What is needed: Go through the data below and copy each line that includes "section".

Collected data:

——

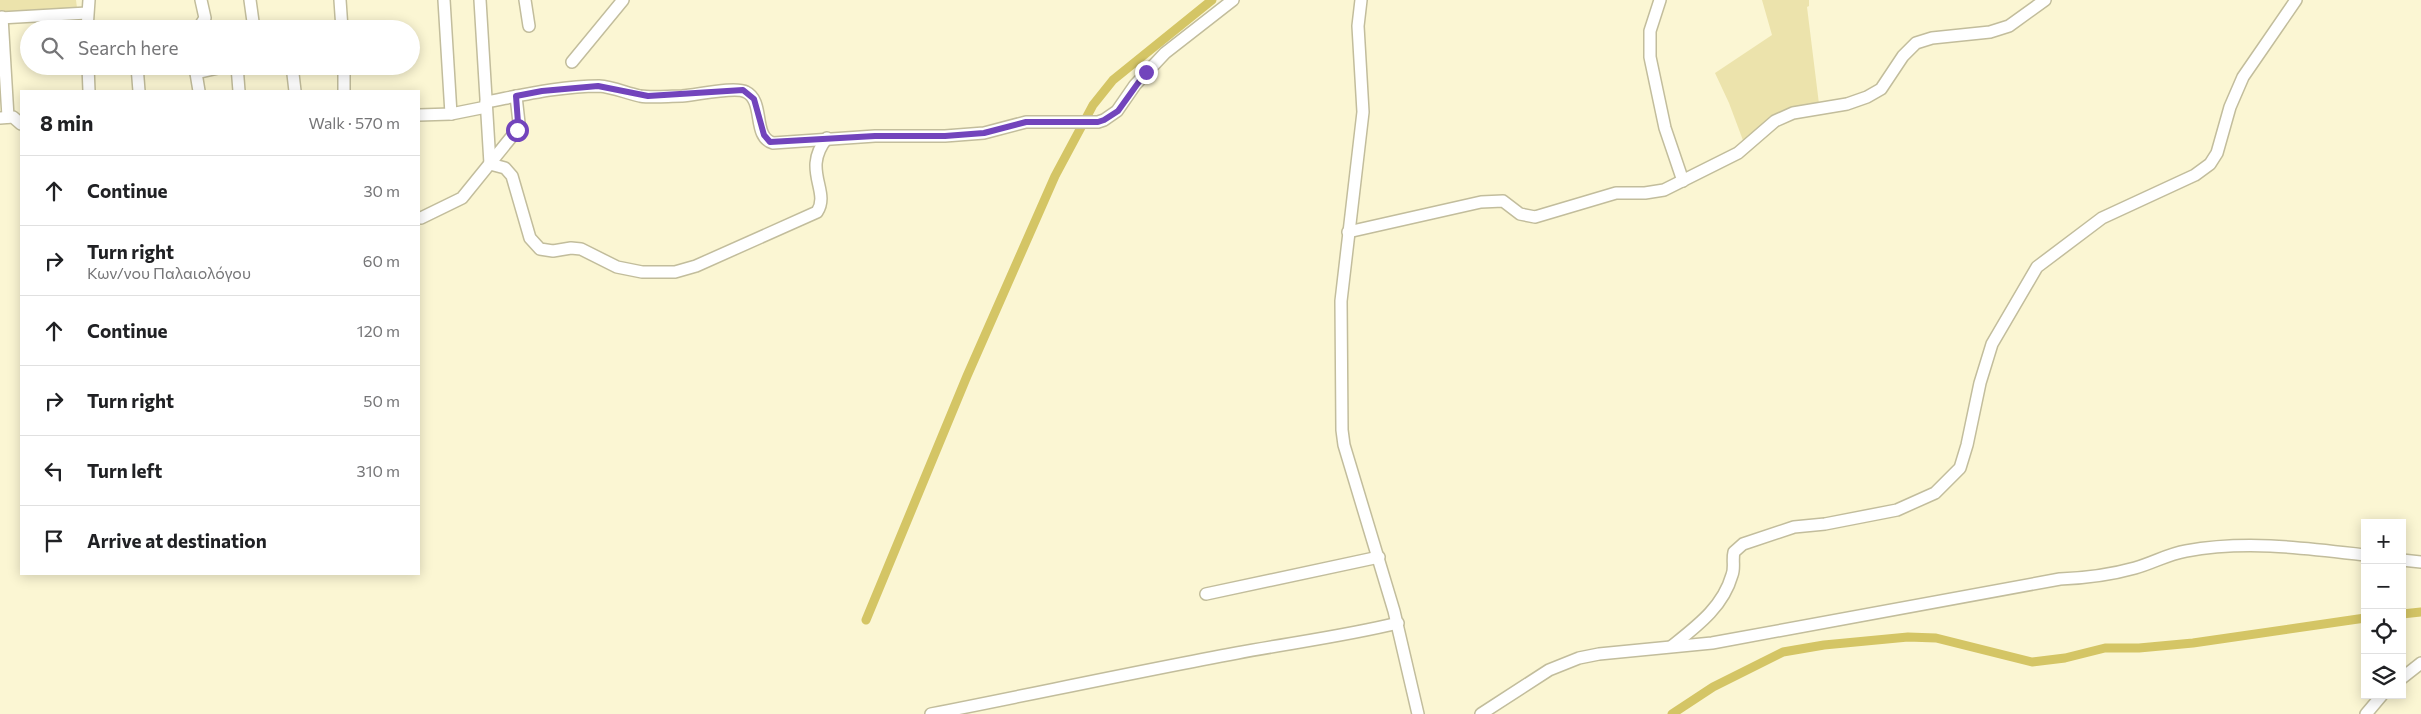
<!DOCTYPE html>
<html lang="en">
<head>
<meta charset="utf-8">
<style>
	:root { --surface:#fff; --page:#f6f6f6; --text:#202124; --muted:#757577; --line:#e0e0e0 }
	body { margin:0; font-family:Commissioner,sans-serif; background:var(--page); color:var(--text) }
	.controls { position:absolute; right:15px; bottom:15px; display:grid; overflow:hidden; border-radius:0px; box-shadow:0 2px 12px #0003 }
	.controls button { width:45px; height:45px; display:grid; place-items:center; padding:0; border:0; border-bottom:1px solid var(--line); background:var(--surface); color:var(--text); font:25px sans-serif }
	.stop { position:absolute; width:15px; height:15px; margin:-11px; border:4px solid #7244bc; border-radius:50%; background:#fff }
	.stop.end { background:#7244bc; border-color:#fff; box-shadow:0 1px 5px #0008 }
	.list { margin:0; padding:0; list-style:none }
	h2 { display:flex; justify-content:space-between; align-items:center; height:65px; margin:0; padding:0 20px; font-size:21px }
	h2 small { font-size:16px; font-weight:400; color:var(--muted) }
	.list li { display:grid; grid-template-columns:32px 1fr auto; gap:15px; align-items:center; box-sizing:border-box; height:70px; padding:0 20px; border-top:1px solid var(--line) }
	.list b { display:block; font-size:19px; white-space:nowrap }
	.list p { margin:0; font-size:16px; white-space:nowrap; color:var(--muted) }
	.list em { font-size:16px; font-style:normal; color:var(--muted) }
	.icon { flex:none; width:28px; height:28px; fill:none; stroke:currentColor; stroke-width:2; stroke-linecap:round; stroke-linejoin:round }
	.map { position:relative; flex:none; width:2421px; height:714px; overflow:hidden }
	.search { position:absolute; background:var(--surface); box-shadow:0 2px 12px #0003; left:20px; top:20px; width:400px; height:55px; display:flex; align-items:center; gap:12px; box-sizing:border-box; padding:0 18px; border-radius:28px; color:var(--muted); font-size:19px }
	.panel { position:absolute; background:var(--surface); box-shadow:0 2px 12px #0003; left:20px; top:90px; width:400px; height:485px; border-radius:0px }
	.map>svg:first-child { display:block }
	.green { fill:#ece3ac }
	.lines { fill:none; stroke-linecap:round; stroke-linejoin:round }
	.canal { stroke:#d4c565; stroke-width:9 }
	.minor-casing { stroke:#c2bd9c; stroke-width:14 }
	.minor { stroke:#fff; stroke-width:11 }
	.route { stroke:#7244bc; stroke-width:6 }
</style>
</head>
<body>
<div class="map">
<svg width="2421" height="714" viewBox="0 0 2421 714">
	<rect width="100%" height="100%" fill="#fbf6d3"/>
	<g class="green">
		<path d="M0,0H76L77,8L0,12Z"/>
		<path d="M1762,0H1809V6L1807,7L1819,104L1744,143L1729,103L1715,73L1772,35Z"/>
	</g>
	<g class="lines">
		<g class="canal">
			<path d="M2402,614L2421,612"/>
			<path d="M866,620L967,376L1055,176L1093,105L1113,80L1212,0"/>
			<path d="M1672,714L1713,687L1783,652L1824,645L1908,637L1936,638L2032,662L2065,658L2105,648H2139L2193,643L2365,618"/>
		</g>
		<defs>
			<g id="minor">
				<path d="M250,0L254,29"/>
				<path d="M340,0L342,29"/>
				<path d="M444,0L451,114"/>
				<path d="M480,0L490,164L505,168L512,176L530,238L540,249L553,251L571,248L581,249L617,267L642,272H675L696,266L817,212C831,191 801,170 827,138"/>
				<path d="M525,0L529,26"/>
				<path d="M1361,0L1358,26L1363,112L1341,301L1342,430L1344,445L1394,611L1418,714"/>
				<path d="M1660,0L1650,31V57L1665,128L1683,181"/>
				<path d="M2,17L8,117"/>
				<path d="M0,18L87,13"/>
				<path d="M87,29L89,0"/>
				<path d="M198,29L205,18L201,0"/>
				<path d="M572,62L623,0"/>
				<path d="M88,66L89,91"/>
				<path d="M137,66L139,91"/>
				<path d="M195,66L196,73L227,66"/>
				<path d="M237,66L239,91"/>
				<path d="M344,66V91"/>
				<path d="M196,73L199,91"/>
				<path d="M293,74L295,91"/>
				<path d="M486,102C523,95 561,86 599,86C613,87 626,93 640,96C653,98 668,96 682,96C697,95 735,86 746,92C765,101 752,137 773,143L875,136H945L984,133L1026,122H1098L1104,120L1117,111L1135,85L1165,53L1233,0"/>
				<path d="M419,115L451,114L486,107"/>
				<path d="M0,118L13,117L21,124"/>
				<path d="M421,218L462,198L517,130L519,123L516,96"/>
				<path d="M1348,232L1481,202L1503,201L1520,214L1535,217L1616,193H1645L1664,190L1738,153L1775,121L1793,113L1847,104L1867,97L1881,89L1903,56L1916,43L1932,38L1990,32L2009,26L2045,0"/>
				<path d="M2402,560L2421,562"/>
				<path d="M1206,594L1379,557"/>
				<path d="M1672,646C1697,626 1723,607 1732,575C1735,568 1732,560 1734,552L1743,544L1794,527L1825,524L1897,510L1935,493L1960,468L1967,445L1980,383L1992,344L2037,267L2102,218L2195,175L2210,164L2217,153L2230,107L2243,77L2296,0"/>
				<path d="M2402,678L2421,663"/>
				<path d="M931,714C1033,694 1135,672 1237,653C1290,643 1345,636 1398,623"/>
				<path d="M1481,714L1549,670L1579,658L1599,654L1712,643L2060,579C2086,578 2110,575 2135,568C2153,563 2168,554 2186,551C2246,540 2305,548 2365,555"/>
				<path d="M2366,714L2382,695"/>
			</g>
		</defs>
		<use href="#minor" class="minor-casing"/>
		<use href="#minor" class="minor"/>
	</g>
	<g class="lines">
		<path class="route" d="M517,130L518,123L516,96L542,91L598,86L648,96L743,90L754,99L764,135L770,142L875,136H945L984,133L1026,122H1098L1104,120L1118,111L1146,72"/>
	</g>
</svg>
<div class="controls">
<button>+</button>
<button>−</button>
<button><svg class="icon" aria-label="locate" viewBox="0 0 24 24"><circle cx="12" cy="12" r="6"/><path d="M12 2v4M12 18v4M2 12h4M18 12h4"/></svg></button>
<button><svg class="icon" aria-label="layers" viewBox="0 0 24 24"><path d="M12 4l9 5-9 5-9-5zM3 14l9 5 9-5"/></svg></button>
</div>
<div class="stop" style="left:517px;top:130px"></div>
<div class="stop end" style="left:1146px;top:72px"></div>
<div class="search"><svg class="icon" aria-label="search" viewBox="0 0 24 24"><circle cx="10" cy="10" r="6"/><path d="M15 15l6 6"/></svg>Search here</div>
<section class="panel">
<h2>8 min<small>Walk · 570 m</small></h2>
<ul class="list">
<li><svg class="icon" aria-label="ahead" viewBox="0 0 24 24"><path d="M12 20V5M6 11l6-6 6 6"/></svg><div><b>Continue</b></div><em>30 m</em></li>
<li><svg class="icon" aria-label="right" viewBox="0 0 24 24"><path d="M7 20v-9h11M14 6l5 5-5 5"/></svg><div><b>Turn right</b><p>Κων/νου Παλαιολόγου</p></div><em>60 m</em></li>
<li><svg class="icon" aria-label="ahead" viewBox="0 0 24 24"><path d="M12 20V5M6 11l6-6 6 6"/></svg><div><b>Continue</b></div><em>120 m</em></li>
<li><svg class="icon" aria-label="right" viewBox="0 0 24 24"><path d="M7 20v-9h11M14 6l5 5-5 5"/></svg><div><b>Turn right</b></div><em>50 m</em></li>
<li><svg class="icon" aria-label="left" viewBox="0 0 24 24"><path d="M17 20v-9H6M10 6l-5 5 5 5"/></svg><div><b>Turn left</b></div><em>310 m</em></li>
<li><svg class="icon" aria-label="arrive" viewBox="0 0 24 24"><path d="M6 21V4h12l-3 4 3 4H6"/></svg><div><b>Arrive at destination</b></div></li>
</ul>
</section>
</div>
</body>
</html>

——

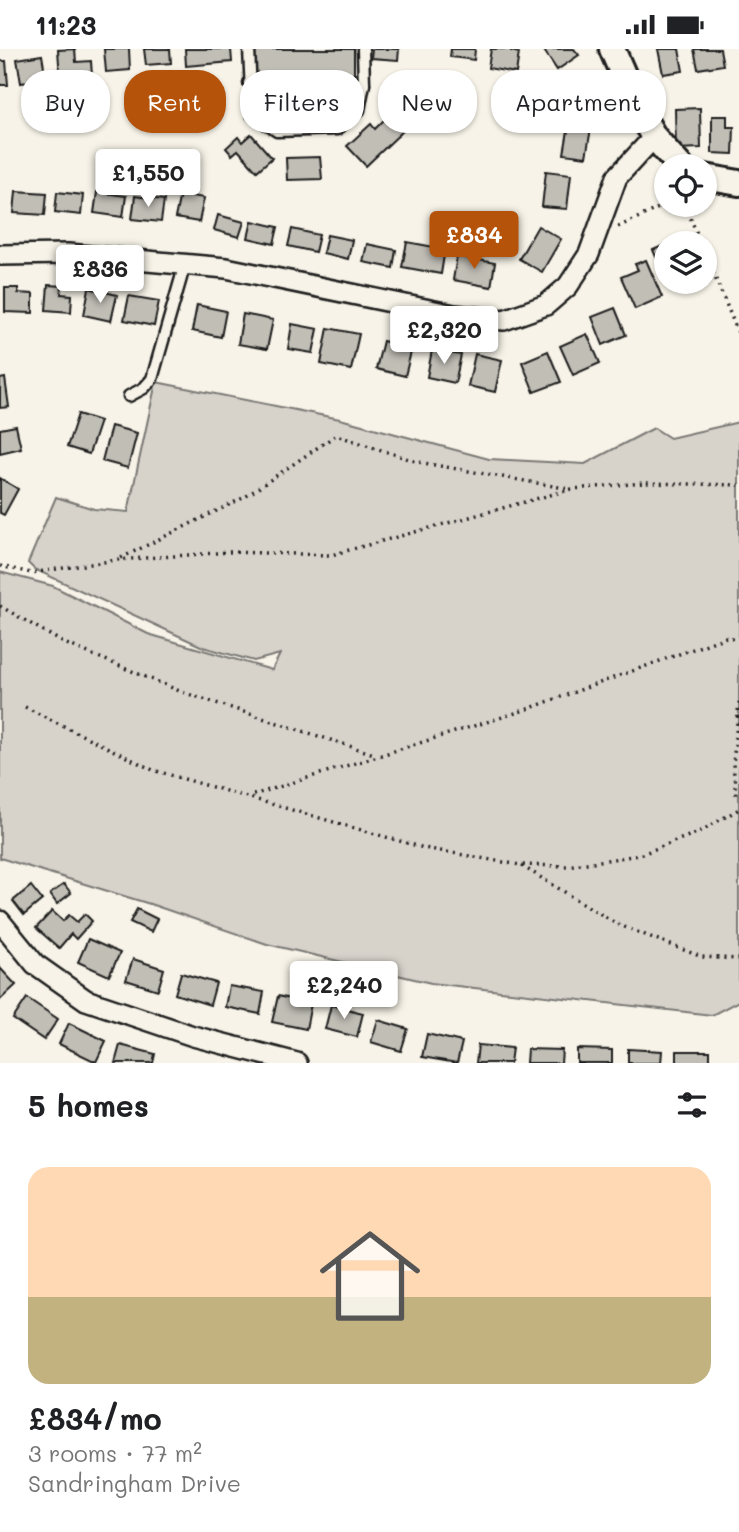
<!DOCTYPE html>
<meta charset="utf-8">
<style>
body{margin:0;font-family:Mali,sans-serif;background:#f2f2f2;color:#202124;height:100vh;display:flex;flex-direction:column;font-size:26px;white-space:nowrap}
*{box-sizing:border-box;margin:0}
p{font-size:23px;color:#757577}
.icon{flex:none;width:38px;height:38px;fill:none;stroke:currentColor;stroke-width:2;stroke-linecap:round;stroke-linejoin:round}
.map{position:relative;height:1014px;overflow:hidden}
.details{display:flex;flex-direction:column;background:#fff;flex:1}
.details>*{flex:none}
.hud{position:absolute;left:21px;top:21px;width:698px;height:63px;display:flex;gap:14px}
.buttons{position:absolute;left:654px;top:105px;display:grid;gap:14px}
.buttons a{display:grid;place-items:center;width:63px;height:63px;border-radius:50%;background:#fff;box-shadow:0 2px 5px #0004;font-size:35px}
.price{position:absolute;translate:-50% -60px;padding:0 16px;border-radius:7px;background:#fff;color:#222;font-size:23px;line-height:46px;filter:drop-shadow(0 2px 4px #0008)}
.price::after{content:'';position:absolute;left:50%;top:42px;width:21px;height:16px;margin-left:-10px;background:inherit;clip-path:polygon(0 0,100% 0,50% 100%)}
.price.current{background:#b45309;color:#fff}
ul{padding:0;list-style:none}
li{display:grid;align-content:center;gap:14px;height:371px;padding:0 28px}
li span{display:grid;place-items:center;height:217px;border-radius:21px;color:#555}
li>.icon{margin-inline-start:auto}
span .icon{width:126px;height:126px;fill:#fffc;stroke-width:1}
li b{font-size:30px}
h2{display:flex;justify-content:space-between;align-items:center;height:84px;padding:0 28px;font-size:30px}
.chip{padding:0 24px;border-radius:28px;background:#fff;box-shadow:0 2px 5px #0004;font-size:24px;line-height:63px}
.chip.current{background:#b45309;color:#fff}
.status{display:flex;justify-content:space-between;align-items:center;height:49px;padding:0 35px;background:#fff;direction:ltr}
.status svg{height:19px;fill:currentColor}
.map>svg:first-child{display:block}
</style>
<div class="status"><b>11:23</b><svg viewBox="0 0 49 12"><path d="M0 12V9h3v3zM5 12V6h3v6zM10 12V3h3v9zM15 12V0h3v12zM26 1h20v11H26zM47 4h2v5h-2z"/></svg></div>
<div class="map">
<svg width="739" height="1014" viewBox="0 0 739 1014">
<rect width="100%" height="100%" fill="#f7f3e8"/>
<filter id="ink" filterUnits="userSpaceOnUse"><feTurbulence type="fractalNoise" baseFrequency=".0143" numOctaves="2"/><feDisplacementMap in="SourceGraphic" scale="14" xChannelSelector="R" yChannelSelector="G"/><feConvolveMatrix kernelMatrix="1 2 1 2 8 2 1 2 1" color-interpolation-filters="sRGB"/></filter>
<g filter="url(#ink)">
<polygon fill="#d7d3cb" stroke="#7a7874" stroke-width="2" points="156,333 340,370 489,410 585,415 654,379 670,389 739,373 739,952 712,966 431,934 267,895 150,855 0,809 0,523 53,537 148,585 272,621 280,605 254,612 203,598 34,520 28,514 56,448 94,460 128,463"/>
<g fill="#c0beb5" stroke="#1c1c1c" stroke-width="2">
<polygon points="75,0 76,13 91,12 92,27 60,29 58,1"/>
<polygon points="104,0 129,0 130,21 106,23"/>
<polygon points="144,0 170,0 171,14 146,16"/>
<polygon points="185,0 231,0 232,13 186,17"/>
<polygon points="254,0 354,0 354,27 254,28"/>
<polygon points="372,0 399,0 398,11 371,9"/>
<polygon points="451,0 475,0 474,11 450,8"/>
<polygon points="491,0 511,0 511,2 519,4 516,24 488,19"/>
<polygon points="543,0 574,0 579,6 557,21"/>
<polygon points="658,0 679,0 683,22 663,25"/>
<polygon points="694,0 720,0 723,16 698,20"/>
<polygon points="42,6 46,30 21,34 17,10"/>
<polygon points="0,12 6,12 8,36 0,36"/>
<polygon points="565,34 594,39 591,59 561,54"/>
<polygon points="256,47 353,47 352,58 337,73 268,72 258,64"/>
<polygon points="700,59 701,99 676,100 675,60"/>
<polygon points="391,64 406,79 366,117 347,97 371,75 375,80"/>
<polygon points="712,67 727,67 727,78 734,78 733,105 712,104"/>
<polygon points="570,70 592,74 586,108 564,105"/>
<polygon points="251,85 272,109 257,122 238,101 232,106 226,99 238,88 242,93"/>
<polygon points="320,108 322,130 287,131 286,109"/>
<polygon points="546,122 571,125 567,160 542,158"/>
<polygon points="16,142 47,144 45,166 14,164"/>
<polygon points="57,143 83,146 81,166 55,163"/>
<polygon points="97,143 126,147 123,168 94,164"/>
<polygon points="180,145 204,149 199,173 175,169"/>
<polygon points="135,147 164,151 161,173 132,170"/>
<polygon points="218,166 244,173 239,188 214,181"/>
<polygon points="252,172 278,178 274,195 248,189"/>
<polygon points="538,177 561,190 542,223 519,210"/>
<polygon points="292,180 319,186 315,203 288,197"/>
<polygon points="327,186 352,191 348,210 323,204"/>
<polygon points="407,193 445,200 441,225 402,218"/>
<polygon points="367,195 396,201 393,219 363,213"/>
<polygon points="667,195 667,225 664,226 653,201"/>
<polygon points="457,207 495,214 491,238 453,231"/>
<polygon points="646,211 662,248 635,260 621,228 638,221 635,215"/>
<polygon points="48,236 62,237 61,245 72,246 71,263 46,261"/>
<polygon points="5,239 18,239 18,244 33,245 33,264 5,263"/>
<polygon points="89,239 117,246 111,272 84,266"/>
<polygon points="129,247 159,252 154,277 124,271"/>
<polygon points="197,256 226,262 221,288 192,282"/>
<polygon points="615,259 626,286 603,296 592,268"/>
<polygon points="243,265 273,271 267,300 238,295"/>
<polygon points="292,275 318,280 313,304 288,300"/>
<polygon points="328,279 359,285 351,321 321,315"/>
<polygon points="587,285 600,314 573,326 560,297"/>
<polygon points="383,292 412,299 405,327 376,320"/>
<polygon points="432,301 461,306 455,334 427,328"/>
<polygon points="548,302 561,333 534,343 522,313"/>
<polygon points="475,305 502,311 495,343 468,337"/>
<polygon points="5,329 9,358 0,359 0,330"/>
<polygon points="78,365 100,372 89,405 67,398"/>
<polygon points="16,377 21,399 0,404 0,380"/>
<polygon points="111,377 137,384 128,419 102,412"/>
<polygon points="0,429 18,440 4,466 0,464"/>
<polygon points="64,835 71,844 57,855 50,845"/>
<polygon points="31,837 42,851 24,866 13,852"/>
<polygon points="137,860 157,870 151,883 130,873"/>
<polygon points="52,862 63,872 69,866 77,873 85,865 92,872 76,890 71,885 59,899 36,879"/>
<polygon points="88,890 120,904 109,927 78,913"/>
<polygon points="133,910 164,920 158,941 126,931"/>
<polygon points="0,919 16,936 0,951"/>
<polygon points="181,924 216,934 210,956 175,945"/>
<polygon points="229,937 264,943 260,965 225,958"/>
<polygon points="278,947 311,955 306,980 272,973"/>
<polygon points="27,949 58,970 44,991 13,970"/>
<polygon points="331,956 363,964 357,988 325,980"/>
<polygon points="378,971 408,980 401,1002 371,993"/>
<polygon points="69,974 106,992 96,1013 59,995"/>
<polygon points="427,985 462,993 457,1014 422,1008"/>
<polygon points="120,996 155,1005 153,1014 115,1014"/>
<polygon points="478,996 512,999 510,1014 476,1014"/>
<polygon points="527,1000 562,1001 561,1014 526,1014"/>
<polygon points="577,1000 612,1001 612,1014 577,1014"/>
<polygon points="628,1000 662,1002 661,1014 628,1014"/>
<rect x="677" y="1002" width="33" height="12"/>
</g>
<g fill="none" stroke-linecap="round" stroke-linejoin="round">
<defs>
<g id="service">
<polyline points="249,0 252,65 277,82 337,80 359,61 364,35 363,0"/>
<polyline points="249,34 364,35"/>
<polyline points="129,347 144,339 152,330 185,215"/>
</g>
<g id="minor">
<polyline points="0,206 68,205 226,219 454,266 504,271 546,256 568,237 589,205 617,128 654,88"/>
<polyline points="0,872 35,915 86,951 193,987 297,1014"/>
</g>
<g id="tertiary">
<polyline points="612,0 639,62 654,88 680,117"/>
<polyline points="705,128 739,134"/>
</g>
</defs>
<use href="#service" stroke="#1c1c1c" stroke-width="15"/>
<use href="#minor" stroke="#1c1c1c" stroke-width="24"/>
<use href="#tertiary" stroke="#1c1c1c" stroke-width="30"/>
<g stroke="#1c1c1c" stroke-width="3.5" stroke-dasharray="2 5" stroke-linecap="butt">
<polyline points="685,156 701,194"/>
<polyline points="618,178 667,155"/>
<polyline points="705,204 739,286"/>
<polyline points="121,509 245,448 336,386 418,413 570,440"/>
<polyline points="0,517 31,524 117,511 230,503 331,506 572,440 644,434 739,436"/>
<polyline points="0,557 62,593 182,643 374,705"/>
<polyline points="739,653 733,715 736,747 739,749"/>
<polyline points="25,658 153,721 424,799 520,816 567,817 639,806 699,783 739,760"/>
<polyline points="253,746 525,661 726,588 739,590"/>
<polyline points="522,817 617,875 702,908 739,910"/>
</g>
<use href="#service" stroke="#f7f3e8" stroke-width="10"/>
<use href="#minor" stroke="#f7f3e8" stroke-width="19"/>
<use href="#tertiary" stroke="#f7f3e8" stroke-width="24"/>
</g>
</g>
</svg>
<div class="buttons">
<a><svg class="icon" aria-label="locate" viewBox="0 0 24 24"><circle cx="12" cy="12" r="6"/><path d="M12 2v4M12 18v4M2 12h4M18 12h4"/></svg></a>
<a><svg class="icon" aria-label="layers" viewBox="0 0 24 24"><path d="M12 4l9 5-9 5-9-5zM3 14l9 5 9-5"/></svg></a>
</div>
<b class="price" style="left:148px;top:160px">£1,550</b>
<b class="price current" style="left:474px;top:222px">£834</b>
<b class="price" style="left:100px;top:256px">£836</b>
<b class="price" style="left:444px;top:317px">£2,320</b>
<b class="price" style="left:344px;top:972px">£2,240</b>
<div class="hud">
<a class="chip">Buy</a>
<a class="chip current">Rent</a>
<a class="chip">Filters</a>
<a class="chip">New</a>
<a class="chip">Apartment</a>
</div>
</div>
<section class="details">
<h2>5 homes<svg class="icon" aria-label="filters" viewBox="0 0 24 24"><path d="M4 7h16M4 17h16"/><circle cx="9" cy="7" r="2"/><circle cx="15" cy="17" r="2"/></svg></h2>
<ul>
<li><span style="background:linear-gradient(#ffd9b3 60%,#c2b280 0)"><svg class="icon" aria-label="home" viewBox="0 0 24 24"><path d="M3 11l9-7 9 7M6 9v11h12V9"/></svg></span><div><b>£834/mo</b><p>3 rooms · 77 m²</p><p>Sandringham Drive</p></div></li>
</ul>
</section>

——

Final answer:
<section class="panel">
</section>
<section class="details">
</section>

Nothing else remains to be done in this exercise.